* _THE DATA_
————————

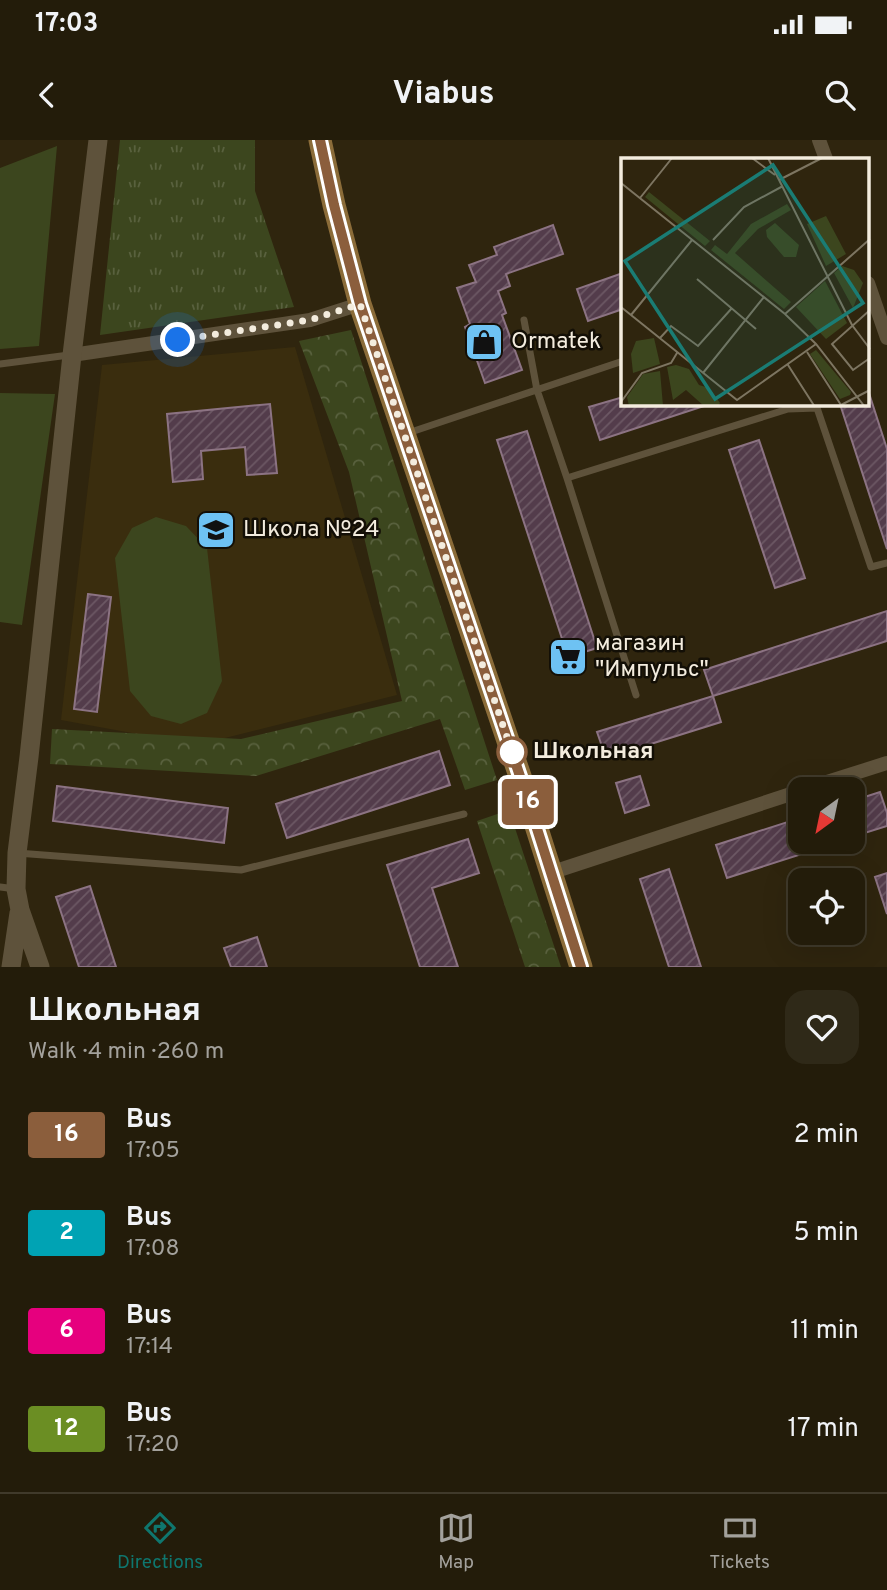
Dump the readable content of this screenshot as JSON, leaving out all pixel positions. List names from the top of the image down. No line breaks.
{"places":{"shop":["Ormatek"],"school or university":["Школа №24"],"supermarket":["магазин \"Импульс\""],"other":["Школьная"]},"lines":["bus line 16"],"north":"bottom left","page":{"status":"17:03","header":"Viabus","on_map":"16","heading":["Школьная","Walk · 4 min · 260 m"],"list":[{"mark":"16","name":"Bus","note":"17:05","value":"2 min"},{"mark":"2","name":"Bus","note":"17:08","value":"5 min"},{"mark":"6","name":"Bus","note":"17:14","value":"11 min"},{"mark":"12","name":"Bus","note":"17:20","value":"17 min"}],"tabs":["Directions","Map","Tickets"]}}
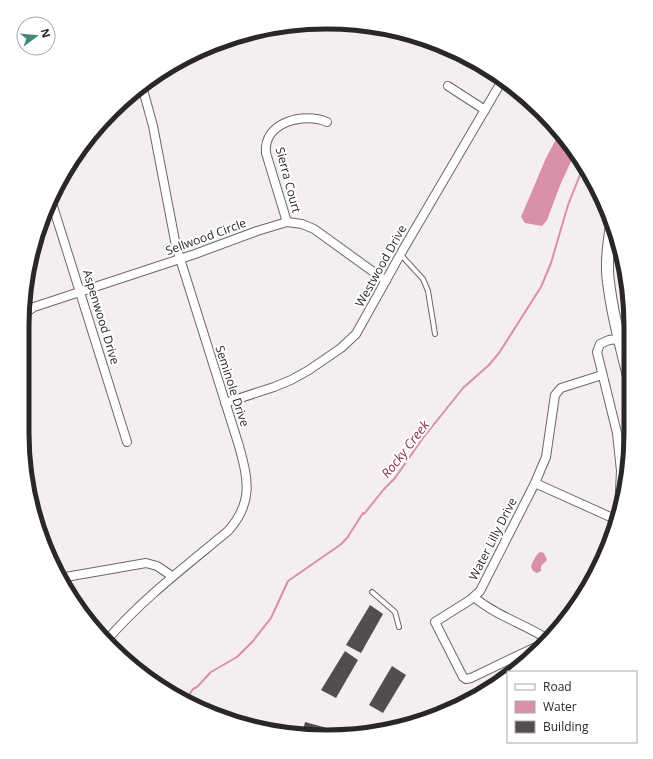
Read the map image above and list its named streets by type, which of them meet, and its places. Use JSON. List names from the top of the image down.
{
  "streets": {
    "street": [
      "Sierra Court",
      "Sellwood Circle",
      "Westwood Drive",
      "Aspenwood Drive",
      "Seminole Drive",
      "Water Lilly Drive"
    ]
  },
  "crossings": [
    ["Sierra Court", "Sellwood Circle"],
    ["Sellwood Circle", "Westwood Drive"],
    ["Sellwood Circle", "Aspenwood Drive"],
    ["Sellwood Circle", "Seminole Drive"],
    ["Westwood Drive", "Seminole Drive"]
  ],
  "water": ["Rocky Creek"],
  "legend": ["Road", "Water", "Building"],
  "north": "right"
}
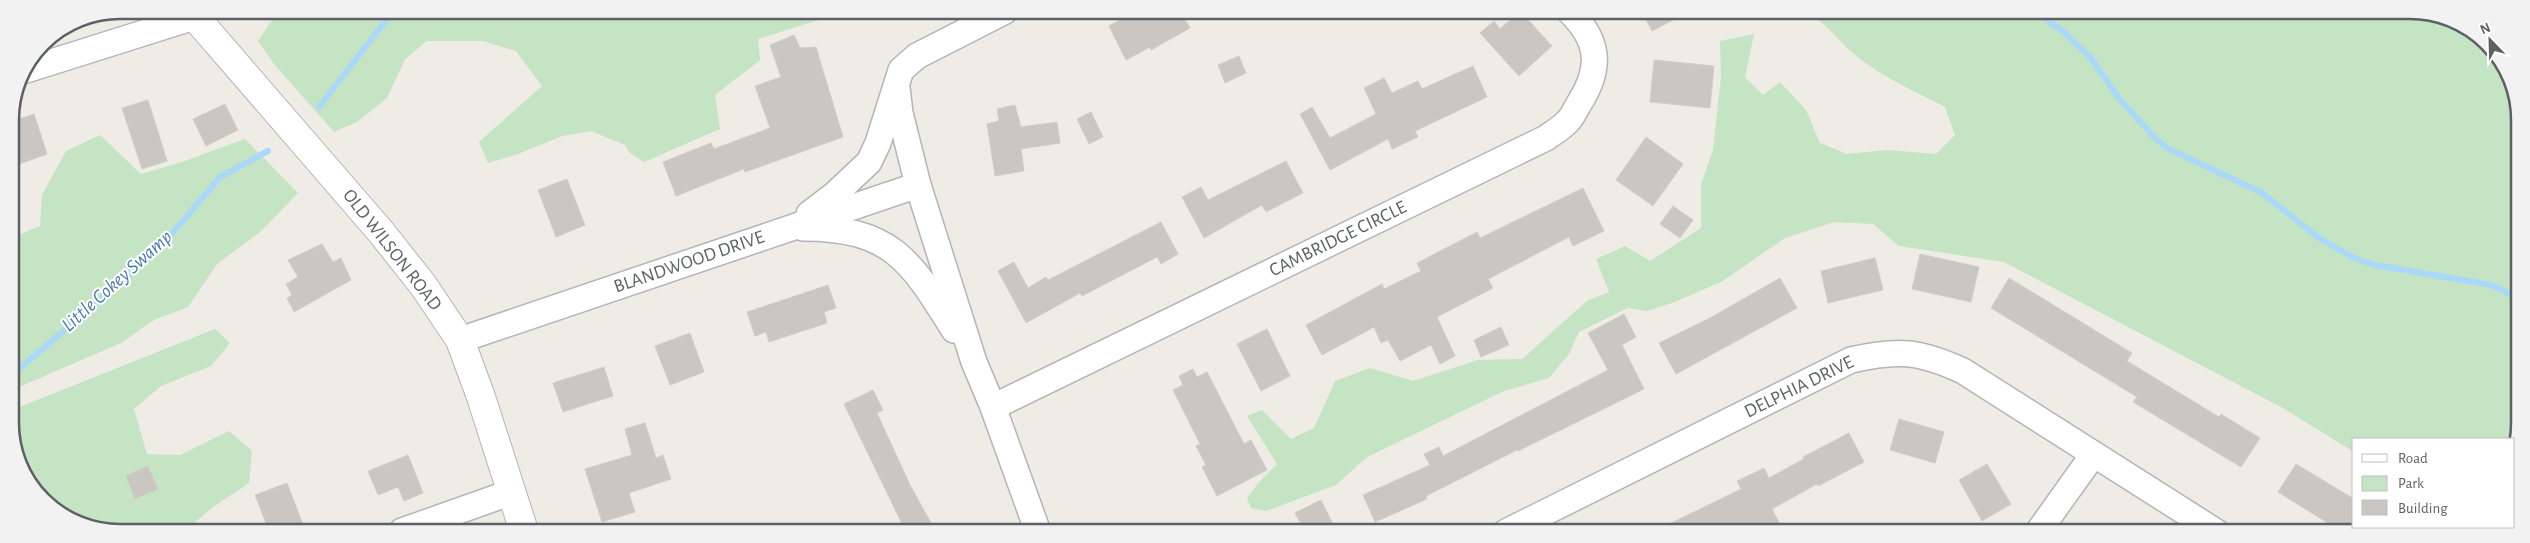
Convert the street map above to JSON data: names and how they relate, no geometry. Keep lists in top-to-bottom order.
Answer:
{
  "streets": {
    "street": [
      "CAMBRIDGE CIRCLE",
      "OLD WILSON ROAD",
      "BLANDWOOD DRIVE",
      "DELPHIA DRIVE"
    ]
  },
  "crossings": [
    ["OLD WILSON ROAD", "BLANDWOOD DRIVE"]
  ],
  "water": ["Little Cokey Swamp"],
  "legend": ["Road", "Park", "Building"],
  "north": "top left"
}
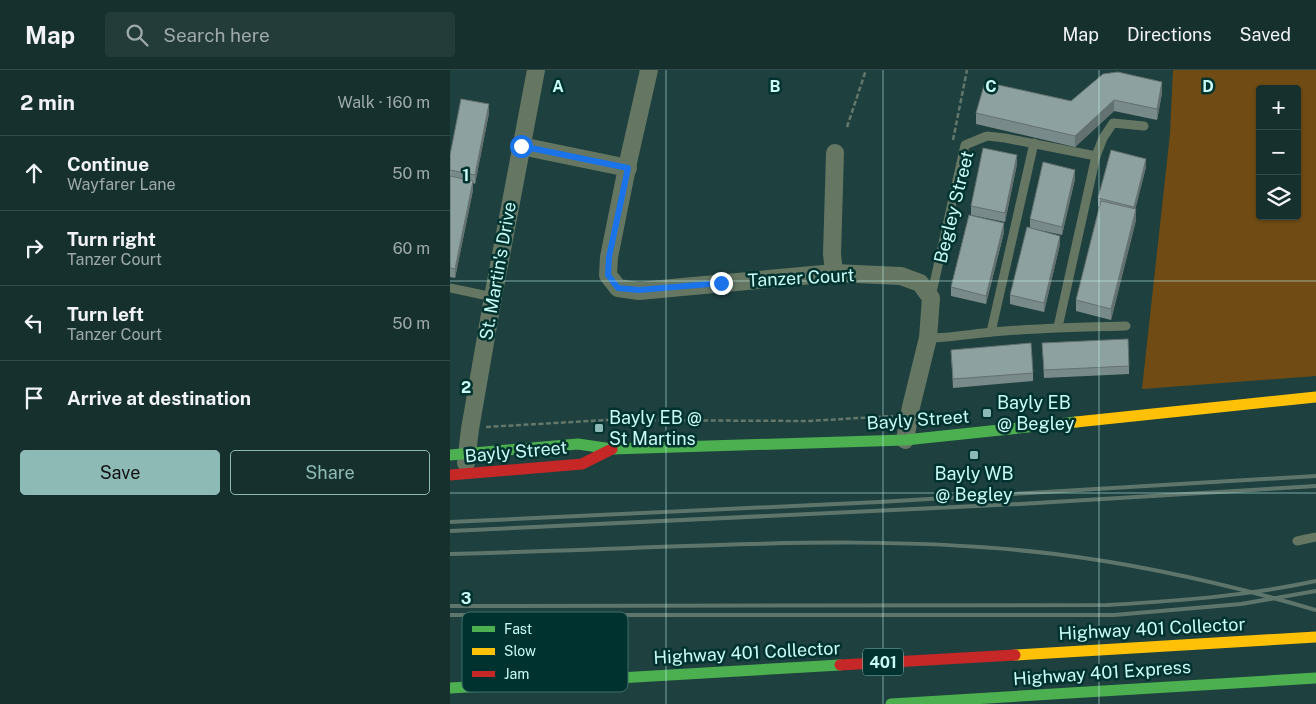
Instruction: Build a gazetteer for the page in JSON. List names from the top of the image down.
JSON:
{
  "streets": {
    "main road": [
      "Bayly Street",
      "Highway 401 Collector",
      "401",
      "Highway 401 Express"
    ],
    "street": ["Begley Street", "St. Martin's Drive", "Tanzer Court"]
  },
  "crossings": [
    ["Begley Street", "Tanzer Court"],
    ["Begley Street", "Bayly Street"],
    ["St. Martin's Drive", "Bayly Street"]
  ],
  "places": {
    "transit": ["Bayly EB @ Begley", "Bayly EB @ St Martins", "Bayly WB @ Begley"]
  },
  "legend": ["Fast", "Slow", "Jam"],
  "page": {
    "header": "Map",
    "search": "Search here",
    "nav": ["Map", "Directions", "Saved"],
    "heading": ["2 min", "Walk · 160 m"],
    "map_buttons": ["+", "−"],
    "list": [
      ["Continue", "Wayfarer Lane", "50 m"],
      ["Turn right", "Tanzer Court", "60 m"],
      ["Turn left", "Tanzer Court", "50 m"],
      "Arrive at destination"
    ],
    "buttons": ["Save", "Share"]
  },
  "grid": {
    "columns": [
      "A",
      "B",
      "C",
      "D"
    ],
    "rows": ["1", "2", "3"]
  }
}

————————

* _WHAT IS EXPECTED_
Before copying the data, remove the pictures. Then repeat the rest exactly.

* _EXERCISE SOLUTION_
Dump the readable content of this screenshot as JSON, leaving out all pixel positions. List names from the top of the image down. No line breaks.
{"places":{"shop":["Ormatek"],"school or university":["Школа №24"],"supermarket":["магазин \"Импульс\""],"other":["Школьная"]},"lines":["bus line 16"],"north":"bottom left","page":{"status":"17:03","header":"Viabus","on_map":"16","heading":["Школьная","Walk · 4 min · 260 m"],"list":[{"mark":"16","name":"Bus","note":"17:05","value":"2 min"},{"mark":"2","name":"Bus","note":"17:08","value":"5 min"},{"mark":"6","name":"Bus","note":"17:14","value":"11 min"},{"mark":"12","name":"Bus","note":"17:20","value":"17 min"}],"tabs":["Directions","Map","Tickets"]}}
Read the map image above and list its named streets by type, which of them meet, and its places. Use JSON. List names from the top of the image down.
{
  "streets": {
    "street": [
      "Sierra Court",
      "Sellwood Circle",
      "Westwood Drive",
      "Aspenwood Drive",
      "Seminole Drive",
      "Water Lilly Drive"
    ]
  },
  "crossings": [
    ["Sierra Court", "Sellwood Circle"],
    ["Sellwood Circle", "Westwood Drive"],
    ["Sellwood Circle", "Aspenwood Drive"],
    ["Sellwood Circle", "Seminole Drive"],
    ["Westwood Drive", "Seminole Drive"]
  ],
  "water": ["Rocky Creek"],
  "legend": ["Road", "Water", "Building"],
  "north": "right"
}
Convert the street map above to JSON data: names and how they relate, no geometry. Keep lists in top-to-bottom order.
Answer:
{
  "streets": {
    "street": [
      "CAMBRIDGE CIRCLE",
      "OLD WILSON ROAD",
      "BLANDWOOD DRIVE",
      "DELPHIA DRIVE"
    ]
  },
  "crossings": [
    ["OLD WILSON ROAD", "BLANDWOOD DRIVE"]
  ],
  "water": ["Little Cokey Swamp"],
  "legend": ["Road", "Park", "Building"],
  "north": "top left"
}
Instruction: Build a gazetteer for the page in JSON. List names from the top of the image down.
JSON:
{
  "streets": {
    "main road": [
      "Bayly Street",
      "Highway 401 Collector",
      "401",
      "Highway 401 Express"
    ],
    "street": ["Begley Street", "St. Martin's Drive", "Tanzer Court"]
  },
  "crossings": [
    ["Begley Street", "Tanzer Court"],
    ["Begley Street", "Bayly Street"],
    ["St. Martin's Drive", "Bayly Street"]
  ],
  "places": {
    "transit": ["Bayly EB @ Begley", "Bayly EB @ St Martins", "Bayly WB @ Begley"]
  },
  "legend": ["Fast", "Slow", "Jam"],
  "page": {
    "header": "Map",
    "search": "Search here",
    "nav": ["Map", "Directions", "Saved"],
    "heading": ["2 min", "Walk · 160 m"],
    "map_buttons": ["+", "−"],
    "list": [
      ["Continue", "Wayfarer Lane", "50 m"],
      ["Turn right", "Tanzer Court", "60 m"],
      ["Turn left", "Tanzer Court", "50 m"],
      "Arrive at destination"
    ],
    "buttons": ["Save", "Share"]
  },
  "grid": {
    "columns": [
      "A",
      "B",
      "C",
      "D"
    ],
    "rows": ["1", "2", "3"]
  }
}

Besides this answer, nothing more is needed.